To avoid this risk, everyone that wants to should have the opportunity to get tested for T1D autoantibodies. If a positive result is found, families could develop a plan for further monitoring with their doctor to avoid serious complications and lower the risk for life-threatening DKA at diagnosis. The hope is that in the future, there may be therapies that allow healthcare professionals to intervene and delay or even prevent T1D onset.
How to Get Screened
Currently, only family members of people with T1D can be screened for T1D risk through TrialNet. TrialNet is an international network of leaders in T1D research and clinical care with centers in the United States and internationally. A key goal of JDRF’s global research strategy is to support research that enables introduction of general population screening to identify high-risk individuals for early detection, reduce DKA at diagnosis, and accelerate the evaluation of disease-modifying therapies that could delay or prevent the disease.
What’s Next for Screening in Canada?
Now, JDRF Canada is pleased to announce a new funding opportunity in the area of T1D screening in partnership with the CIHR Institute of Nutrition, Metabolism and Diabetes. The goal of the CIHR-JDRF Type 1 Diabetes Screening Research Consortium is to develop a single nationally coordinated research network to explore key research questions about the feasibility and acceptability of a general population T1D screening program in Canada, building on experiences from other countries.
Most T1D screening studies have up to now focused only on family members. However, as 90% of people diagnosed with T1D do not have any family history, family-based screening does not identify most people at risk. This new funding opportunity looks to address this gap and help us better identify why T1D develops in Canadians, with potential benefits globally. As well, it will help advance research into potential disease-modifying therapies that could be applied at the moment high risk is identified in an individual.

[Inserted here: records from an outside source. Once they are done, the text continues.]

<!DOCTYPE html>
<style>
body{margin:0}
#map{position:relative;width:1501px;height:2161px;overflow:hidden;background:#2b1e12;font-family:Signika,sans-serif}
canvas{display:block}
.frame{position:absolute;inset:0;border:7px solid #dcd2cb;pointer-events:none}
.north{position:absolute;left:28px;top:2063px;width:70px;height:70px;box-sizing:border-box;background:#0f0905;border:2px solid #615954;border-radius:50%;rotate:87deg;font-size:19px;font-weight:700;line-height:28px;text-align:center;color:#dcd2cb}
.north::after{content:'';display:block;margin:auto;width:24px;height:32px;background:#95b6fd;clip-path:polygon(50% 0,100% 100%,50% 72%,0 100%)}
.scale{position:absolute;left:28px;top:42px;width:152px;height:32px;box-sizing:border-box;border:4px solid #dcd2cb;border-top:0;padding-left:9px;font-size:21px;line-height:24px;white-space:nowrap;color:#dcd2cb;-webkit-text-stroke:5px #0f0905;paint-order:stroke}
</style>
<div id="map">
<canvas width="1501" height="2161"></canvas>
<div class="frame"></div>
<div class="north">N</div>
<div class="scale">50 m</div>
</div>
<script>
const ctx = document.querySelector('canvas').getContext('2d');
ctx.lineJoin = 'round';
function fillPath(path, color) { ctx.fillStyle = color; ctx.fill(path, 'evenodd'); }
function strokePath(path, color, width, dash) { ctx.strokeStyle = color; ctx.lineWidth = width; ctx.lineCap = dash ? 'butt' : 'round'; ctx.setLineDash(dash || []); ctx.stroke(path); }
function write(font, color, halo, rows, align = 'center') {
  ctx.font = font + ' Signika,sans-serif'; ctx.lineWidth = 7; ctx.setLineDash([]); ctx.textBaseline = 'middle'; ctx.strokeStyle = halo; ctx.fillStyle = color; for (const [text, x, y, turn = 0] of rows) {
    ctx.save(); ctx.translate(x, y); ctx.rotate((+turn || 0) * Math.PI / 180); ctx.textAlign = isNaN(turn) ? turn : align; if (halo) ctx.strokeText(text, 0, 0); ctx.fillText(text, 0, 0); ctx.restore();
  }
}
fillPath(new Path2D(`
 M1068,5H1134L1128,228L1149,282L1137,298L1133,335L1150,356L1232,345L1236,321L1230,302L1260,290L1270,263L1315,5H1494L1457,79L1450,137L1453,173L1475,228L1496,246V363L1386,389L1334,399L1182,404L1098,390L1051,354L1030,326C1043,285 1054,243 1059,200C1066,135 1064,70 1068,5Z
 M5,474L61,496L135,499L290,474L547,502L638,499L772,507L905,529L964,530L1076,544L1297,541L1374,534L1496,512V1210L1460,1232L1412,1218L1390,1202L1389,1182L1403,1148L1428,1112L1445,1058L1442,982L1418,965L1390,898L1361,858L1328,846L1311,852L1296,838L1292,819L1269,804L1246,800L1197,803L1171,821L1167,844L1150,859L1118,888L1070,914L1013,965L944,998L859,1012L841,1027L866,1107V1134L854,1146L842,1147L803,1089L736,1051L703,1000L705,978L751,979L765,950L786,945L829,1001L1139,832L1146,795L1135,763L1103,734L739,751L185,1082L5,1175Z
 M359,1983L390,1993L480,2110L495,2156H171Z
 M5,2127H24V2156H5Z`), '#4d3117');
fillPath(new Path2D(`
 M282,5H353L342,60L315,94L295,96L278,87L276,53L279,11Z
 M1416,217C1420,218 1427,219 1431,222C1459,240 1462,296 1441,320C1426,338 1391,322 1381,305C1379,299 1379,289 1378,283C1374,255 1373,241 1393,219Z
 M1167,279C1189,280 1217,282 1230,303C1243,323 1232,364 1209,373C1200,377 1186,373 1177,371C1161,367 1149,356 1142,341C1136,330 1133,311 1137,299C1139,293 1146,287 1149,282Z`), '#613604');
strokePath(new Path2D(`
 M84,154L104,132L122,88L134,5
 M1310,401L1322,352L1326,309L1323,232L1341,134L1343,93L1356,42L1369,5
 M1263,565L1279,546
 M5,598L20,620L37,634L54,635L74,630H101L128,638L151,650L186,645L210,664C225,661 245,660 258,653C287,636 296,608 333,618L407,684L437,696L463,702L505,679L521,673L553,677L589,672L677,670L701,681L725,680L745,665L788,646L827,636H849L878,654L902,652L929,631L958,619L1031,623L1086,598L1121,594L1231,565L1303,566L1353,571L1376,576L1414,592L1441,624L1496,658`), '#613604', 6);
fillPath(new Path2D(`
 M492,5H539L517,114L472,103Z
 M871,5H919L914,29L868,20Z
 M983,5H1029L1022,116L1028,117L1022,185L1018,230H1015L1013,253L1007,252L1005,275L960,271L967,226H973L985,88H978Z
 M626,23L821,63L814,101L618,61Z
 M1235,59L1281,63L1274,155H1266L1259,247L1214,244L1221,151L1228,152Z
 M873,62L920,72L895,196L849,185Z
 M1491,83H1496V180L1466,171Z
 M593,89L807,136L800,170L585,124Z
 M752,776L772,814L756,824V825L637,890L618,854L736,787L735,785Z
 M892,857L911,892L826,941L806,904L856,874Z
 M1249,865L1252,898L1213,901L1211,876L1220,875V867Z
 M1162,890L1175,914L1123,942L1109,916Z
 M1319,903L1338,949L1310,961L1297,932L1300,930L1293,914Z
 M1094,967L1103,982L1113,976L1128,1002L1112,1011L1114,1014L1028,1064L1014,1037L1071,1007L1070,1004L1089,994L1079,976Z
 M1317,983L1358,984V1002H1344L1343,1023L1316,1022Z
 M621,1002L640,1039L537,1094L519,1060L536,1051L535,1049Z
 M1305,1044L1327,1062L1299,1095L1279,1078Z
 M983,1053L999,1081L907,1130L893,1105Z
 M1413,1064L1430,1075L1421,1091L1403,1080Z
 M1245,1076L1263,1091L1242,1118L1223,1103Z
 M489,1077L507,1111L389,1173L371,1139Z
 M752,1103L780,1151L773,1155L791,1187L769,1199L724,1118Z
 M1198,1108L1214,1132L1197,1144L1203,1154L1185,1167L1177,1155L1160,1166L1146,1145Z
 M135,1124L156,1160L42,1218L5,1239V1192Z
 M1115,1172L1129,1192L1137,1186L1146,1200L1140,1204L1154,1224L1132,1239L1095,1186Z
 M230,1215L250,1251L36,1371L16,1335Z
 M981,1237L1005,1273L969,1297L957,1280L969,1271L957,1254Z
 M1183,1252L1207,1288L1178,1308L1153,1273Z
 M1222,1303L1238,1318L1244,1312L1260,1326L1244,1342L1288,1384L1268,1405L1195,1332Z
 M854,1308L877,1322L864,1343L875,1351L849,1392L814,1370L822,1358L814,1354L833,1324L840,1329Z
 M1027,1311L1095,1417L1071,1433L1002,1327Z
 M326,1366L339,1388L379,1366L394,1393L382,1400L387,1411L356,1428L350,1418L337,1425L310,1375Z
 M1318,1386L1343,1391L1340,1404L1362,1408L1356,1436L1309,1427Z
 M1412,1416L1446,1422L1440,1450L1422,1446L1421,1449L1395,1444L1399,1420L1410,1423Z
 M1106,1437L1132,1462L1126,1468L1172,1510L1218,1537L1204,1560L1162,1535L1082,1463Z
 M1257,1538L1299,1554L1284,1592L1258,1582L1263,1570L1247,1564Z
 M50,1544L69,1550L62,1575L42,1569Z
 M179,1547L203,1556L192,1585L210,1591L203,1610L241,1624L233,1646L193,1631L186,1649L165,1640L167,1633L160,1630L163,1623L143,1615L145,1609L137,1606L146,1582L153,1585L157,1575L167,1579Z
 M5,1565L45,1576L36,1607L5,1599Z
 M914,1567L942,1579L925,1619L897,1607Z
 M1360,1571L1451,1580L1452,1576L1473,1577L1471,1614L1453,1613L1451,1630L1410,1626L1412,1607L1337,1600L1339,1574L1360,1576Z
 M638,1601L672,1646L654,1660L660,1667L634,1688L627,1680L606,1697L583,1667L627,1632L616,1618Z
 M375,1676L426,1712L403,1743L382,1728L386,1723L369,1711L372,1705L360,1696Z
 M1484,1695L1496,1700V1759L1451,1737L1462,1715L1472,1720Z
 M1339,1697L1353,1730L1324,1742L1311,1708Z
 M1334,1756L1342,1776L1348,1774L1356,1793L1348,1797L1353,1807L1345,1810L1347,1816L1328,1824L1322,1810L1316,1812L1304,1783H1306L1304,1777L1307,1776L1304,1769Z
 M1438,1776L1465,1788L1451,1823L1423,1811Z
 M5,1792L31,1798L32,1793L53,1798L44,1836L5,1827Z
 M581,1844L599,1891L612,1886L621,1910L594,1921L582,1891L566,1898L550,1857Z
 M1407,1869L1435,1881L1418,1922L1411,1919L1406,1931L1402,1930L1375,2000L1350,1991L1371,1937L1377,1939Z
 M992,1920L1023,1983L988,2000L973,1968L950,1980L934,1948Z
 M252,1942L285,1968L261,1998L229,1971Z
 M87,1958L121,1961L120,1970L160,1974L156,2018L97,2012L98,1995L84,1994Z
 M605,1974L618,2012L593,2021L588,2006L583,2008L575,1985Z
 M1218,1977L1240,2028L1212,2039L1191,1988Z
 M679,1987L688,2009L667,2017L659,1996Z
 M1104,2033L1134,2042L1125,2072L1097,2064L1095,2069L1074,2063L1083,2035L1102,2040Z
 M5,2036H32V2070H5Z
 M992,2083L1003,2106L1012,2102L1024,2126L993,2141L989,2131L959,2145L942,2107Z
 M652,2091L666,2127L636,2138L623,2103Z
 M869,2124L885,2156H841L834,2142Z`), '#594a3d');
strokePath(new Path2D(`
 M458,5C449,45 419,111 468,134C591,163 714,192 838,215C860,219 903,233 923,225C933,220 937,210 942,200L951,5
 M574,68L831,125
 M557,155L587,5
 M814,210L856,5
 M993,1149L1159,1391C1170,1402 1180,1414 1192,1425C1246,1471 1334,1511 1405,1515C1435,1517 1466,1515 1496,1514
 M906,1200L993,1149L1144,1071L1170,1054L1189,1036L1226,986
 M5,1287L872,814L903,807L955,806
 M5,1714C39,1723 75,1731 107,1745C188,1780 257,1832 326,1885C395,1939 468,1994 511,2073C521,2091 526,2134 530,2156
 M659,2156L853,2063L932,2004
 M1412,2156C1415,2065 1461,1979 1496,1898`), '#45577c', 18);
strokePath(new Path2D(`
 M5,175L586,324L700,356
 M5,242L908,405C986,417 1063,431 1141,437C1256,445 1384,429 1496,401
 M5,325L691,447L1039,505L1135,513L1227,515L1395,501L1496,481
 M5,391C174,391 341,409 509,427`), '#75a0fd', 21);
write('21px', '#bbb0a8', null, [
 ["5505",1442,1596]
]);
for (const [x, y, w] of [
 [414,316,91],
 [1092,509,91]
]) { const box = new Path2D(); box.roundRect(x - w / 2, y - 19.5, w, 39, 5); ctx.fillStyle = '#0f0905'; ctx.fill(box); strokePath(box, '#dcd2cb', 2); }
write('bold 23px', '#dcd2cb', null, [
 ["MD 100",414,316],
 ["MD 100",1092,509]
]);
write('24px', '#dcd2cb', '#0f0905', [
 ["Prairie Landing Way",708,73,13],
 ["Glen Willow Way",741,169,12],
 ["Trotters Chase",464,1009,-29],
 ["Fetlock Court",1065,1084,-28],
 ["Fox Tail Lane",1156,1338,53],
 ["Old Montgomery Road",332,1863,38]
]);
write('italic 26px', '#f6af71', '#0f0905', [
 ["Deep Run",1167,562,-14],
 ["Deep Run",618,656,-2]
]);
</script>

Stopping T1D before it starts is the ultimate goal, and a universal screening program will be essential to prevent new diagnoses of this disease in the future.
We strongly encourage you to consult with your or your child’s physician for input as you make decisions about screening for T1D risk. Considering various sources of expert guidance and that from one’s own physician is the best way to make personal health choices.